Figure 2. The influence of pain in daily activity and relationship of pain in life in each group. (A) Change in BPI score in the group A. (B) Change in BPI score in the group B. (C) Change in BPI score in the group C. (D) Relationship of pain and quality of life in the group A. (E) Relationship of pain and quality of life in group B. BPI, Brief Pain Inventory; NRS, Numerical Rating Scale; SAS, Hamilton Anxiety Scale; SDS, Hamilton Depression Scale; PSQI, Pittsburgh Sleep Quality Index; Group A, Repeated Transcranial Magnetic Stimulation (rTMS) intervention in M1 area group; Group B, rTMS intervention in LDLPFC area group; Group C, control group; SCI, spinal cord injury; T0, baseline assessment; T1, after intervention assessment; * p < 0.05.

Table 2. Changed value in each group.

Correlation between pain and anxiety, depression, and sleep

We found moderate positive correlations of delta value of BPI between NRS in both group A (r = 0.647, p = 0.008, Figure 2D) and group B (r = 0.629, p = 0.022, Figure 2E), respectively. There also moderate positive correlation between the delta value of SAS and SDS (r = 0.512, p = 0.025; Figure 2D) in group A and delta value of NRS and PSQI (r = 0.575, p = 0.046; Figure 2E) in group B. No other significant correlations were found between other delta changes in two groups (Figure 2E).

Impression about the intervention

Post the intervention, the PGIC were checked by participants for the impression about the intervention and although both participants in group A and B showed improved than group C (p < 0.05), no significant was found between group A and B (p > 0.05) (Figure 3).

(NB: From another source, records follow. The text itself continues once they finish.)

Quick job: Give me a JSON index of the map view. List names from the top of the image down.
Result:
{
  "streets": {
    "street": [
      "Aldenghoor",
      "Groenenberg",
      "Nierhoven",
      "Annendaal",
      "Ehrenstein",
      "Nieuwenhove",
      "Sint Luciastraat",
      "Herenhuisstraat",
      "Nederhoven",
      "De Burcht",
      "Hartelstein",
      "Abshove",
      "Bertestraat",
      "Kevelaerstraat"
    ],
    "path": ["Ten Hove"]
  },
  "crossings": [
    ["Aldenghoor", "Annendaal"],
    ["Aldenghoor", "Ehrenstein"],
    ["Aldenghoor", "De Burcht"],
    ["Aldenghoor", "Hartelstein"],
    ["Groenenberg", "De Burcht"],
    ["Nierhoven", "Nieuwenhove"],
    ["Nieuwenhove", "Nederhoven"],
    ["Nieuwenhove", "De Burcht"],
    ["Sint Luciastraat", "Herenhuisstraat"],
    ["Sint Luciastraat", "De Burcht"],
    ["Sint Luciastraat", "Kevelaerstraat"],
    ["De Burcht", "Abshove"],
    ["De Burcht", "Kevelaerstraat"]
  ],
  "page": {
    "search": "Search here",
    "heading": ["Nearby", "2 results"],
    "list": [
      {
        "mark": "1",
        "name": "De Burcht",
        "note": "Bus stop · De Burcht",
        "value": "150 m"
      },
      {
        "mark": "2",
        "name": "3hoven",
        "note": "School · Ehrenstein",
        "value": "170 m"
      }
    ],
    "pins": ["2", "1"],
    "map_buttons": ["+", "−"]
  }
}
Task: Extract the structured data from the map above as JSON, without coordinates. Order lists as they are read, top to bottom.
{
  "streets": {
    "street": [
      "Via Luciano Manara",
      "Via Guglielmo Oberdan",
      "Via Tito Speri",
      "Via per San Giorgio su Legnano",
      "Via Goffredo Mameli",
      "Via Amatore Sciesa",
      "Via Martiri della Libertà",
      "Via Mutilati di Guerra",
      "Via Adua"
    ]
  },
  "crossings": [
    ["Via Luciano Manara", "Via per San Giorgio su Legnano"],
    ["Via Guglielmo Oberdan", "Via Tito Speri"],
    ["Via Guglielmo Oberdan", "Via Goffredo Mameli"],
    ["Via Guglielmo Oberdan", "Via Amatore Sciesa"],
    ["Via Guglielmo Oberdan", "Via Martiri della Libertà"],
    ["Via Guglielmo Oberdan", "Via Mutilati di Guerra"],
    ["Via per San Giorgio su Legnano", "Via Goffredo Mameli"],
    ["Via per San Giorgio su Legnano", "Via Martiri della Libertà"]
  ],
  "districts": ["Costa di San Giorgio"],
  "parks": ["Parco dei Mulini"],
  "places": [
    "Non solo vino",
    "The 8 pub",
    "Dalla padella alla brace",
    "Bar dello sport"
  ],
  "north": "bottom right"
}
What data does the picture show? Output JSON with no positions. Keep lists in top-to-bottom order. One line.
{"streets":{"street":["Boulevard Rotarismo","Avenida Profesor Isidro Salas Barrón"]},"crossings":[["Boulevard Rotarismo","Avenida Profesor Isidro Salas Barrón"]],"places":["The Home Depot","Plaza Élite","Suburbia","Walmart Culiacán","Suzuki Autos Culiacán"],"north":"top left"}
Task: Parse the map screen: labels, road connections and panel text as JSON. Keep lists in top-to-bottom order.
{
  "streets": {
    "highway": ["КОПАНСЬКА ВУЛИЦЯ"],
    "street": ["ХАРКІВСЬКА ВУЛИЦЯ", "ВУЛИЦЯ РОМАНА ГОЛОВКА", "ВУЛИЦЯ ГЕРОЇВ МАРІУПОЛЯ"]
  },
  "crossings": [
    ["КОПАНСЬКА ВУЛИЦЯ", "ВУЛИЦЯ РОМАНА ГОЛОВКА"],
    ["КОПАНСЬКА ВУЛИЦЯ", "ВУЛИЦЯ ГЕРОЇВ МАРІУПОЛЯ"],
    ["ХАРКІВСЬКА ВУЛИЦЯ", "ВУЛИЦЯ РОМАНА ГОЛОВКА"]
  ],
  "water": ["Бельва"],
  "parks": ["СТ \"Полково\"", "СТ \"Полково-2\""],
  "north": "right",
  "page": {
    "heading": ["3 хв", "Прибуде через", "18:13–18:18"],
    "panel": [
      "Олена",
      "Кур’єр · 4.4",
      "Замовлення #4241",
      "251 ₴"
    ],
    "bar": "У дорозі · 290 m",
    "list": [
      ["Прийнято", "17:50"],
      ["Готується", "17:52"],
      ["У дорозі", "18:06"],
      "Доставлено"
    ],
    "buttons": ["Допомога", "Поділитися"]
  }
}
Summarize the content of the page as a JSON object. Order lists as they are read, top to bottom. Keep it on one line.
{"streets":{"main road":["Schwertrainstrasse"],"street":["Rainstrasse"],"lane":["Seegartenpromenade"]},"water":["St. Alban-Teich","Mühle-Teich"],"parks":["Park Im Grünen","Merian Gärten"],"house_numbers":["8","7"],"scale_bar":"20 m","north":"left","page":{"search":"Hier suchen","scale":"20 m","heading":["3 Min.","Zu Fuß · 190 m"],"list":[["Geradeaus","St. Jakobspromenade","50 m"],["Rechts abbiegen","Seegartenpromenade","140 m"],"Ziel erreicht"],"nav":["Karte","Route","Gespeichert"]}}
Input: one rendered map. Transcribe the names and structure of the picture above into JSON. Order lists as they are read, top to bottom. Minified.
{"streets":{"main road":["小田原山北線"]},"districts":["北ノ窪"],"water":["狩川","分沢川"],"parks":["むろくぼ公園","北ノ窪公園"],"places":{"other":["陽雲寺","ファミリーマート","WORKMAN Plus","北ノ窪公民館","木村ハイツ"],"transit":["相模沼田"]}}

Figure 3. The impression in each group about they received intervention. PGIC, Patient Global Impression Change Scale; Group A, Repeated Transcranial Magnetic Stimulation (rTMS) intervention in the M1 area group; Group B, rTMS intervention in the LDLPFC area group; Group C, control group.

Discussion

Spinal cord injury (SCI) is a significant affliction of the central nervous system that can result in sensory, motor, and autonomic nervous function impairment or loss. While advancements in medical technology have led to a rise in the number of individuals surviving SCI, the presence of pain as a consequence of SCI complications greatly impacts the longevity and overall well-being of these survivors. Based on statistical data, it is evident that a significant percentage of individuals with spinal cord injuries (SCI) will encounter pain, with NP being the most prevalent form of post-SCI pain. The motor and pain-related brain networks even may mutually be influenced after SCI. Moreover, the incidence of NP tends to escalate over time, thereby amplifying the likelihood of patients experiencing adverse emotional states, such as anxiety and depression. Consequently, this impedes the recovery trajectory of patients (10, 11).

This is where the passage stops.